How to overcome black and white thinking

Photo by Mimi Thian on Unsplash

One of the many outcomes of childhood trauma is black and white thinking. This is the all or nothing mentality that leaves no room for two things to be true at once.

If your home life was chaotic and traumatic, black and white thinking may have given you a sense of control. It allowed you to organize things into distinct categories of good and bad or right and wrong with no room for overlap.

That's why you found yourself holding someone on a pedestal when you met them. Then downgrading them to evil when they let you down or made a mistake.

Your immature inner child would not let you label them a good person who did a bad thing. It had to be all or nothing. This is how complex-PTSD has robbed you of healthy relationships.
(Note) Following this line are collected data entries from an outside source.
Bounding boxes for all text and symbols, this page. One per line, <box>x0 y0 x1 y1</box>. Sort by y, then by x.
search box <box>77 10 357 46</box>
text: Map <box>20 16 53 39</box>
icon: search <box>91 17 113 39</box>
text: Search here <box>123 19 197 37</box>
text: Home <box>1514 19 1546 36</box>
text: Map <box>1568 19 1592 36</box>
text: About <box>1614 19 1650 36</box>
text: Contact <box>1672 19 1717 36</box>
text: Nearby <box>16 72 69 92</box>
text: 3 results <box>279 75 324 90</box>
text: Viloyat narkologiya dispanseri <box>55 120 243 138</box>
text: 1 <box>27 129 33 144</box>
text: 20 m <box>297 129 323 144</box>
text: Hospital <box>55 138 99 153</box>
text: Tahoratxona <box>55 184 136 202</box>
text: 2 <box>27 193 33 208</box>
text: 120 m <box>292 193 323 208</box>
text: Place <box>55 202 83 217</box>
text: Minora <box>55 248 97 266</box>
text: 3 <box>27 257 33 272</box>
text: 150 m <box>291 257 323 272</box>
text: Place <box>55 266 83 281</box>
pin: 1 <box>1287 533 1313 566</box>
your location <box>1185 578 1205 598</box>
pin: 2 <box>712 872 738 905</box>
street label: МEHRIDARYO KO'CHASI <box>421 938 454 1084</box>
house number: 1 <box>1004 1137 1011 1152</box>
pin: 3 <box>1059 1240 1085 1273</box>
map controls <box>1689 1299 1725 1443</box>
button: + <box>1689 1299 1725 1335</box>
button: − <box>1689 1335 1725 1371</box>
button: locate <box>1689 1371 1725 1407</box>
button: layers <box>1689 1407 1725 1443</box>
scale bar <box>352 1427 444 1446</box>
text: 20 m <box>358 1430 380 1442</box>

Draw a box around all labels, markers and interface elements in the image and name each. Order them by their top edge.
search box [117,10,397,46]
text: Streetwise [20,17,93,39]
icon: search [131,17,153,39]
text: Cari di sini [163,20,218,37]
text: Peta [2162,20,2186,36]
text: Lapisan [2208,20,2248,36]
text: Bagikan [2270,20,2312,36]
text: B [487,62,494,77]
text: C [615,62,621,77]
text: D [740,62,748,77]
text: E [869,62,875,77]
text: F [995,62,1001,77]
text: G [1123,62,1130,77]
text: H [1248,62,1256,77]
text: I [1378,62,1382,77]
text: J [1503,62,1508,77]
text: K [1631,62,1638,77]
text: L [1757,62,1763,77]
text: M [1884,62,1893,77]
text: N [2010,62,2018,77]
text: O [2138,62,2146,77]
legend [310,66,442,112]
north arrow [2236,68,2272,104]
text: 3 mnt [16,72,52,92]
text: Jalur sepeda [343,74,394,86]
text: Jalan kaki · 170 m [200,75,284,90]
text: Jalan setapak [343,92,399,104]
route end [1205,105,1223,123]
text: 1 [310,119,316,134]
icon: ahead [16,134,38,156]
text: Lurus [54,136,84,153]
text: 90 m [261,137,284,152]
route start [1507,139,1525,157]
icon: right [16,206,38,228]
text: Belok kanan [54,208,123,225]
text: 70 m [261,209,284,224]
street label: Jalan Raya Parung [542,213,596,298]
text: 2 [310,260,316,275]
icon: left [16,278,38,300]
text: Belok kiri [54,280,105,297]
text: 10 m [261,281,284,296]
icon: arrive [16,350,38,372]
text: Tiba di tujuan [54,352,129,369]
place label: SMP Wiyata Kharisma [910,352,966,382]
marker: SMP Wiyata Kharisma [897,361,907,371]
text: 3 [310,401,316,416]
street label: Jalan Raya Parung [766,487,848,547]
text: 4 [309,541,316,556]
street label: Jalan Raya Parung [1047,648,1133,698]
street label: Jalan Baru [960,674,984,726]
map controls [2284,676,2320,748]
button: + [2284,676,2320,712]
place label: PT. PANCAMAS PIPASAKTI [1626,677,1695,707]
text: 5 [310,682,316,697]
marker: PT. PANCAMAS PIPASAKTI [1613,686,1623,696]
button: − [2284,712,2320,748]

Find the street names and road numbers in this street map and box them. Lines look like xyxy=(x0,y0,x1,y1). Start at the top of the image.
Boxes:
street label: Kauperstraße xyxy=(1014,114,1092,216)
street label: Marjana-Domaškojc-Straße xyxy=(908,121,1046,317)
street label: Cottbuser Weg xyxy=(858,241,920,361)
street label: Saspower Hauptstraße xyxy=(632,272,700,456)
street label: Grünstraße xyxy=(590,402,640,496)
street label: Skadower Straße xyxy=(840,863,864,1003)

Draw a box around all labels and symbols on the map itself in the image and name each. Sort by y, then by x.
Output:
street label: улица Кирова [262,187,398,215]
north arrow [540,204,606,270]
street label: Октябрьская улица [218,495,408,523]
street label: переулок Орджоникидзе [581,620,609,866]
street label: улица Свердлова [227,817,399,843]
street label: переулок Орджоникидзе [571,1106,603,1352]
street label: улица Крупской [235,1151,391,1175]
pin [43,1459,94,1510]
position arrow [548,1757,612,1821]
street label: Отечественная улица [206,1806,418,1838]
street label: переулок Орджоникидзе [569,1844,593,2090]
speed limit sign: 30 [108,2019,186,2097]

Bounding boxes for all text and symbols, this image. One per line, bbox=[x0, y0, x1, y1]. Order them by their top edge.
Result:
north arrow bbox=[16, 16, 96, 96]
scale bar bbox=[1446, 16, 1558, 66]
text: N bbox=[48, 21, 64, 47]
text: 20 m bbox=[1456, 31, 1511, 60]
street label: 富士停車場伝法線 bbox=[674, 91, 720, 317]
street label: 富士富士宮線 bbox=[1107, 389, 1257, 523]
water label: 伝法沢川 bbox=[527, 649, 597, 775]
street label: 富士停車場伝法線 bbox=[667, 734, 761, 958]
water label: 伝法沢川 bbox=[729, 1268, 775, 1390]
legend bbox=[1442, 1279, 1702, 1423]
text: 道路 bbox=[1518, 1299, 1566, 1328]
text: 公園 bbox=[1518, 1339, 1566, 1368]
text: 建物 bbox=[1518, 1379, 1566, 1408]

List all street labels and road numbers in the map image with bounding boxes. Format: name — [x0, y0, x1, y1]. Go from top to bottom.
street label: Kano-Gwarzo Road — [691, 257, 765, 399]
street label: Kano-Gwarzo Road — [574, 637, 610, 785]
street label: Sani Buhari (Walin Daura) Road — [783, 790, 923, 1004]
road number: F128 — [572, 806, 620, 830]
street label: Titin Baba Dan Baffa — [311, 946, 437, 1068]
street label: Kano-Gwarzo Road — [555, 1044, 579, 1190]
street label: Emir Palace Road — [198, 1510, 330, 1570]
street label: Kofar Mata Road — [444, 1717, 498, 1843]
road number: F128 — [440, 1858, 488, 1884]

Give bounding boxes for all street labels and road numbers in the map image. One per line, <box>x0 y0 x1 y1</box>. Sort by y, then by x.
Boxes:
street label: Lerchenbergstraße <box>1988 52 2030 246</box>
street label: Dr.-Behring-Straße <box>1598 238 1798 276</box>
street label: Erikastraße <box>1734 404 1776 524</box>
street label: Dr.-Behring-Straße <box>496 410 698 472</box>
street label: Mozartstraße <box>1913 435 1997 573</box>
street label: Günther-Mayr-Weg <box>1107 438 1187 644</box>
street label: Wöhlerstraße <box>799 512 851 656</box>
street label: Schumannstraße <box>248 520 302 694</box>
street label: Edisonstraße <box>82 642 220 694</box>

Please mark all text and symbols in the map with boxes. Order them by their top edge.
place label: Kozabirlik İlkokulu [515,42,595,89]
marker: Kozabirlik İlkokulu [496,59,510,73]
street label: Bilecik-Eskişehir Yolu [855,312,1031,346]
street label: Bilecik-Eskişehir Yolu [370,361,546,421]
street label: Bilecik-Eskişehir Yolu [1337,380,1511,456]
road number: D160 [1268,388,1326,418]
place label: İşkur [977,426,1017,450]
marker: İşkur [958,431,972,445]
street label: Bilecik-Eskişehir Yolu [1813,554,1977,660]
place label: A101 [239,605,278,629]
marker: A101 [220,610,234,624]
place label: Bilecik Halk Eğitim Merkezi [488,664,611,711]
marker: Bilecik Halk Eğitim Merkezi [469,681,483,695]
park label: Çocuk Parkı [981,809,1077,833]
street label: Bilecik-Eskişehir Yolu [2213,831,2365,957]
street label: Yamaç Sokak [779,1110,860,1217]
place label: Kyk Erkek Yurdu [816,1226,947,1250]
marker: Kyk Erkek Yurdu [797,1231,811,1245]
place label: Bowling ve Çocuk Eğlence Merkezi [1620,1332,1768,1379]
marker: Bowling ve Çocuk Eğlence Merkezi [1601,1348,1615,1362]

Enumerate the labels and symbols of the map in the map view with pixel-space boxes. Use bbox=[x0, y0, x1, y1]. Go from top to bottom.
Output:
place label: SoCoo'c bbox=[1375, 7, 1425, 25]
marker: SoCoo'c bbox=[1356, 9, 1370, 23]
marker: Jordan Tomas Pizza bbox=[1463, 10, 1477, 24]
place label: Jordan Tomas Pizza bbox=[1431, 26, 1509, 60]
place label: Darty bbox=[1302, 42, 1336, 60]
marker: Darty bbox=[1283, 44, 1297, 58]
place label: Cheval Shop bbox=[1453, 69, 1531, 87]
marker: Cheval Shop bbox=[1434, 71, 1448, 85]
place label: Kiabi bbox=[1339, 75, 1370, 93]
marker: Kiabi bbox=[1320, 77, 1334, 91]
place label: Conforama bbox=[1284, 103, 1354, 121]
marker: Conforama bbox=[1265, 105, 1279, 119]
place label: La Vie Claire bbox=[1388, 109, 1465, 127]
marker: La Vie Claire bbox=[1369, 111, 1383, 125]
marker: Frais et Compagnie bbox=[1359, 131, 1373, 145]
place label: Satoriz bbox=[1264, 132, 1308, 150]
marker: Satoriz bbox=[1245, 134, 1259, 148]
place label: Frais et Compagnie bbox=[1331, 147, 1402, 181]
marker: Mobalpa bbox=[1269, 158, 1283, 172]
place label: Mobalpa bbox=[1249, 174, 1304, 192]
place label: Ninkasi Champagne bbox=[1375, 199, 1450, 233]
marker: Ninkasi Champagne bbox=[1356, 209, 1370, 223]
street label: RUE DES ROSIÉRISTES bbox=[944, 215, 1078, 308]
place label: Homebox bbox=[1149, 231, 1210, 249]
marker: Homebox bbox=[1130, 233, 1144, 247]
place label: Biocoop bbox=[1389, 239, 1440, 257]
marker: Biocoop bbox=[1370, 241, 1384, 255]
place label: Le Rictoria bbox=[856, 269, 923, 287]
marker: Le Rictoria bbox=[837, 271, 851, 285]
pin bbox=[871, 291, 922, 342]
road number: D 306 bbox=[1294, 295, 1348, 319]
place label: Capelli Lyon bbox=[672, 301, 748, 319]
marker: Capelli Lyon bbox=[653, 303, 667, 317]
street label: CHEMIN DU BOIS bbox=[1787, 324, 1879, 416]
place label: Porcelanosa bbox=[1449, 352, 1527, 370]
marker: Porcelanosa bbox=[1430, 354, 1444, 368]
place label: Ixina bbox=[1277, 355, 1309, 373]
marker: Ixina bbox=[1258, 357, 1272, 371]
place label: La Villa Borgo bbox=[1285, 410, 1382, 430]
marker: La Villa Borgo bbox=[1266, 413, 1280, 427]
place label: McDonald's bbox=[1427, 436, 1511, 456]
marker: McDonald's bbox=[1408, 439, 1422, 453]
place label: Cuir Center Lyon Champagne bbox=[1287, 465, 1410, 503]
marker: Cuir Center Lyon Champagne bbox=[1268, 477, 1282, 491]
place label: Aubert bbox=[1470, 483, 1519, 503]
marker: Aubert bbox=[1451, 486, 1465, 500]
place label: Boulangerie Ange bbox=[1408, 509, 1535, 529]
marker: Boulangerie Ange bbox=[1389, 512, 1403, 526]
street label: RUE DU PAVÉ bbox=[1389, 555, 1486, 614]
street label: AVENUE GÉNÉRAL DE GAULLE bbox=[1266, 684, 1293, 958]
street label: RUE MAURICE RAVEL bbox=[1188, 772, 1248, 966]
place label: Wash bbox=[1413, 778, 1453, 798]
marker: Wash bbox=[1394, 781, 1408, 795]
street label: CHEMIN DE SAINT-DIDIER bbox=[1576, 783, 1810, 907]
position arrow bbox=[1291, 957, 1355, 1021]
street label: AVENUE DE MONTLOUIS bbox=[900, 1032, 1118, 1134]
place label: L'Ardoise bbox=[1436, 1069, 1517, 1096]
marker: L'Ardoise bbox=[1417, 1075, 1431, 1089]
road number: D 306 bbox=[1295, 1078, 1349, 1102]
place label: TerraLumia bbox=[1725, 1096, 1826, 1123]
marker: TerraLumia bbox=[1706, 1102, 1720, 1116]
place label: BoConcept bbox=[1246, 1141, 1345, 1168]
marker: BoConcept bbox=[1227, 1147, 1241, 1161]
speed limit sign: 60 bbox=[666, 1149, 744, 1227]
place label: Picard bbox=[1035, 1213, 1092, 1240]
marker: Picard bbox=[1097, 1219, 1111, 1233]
You have probably also turned this critical lens on yourself. You think of yourself as all bad because of what happened to you. If you were good, your parents would have treated you better.

And you blame yourself for the outcome of your abuse, such as the broken relationships mentioned above. This further confirms your badness instead of giving evidence of past trauma, or of a flawed person who is generally good.

Survival brain keeps you safe

A brain in survival mode resorts to black and white thinking to keep you safe. It needs clear answers and cannot tolerate ambiguity because that feels dangerous.

When you let your guard down as a child, you may have got hit or yelled at or otherwise abused. Knowing what's going to happen at all times feels essential to your brain when it's protecting your very life.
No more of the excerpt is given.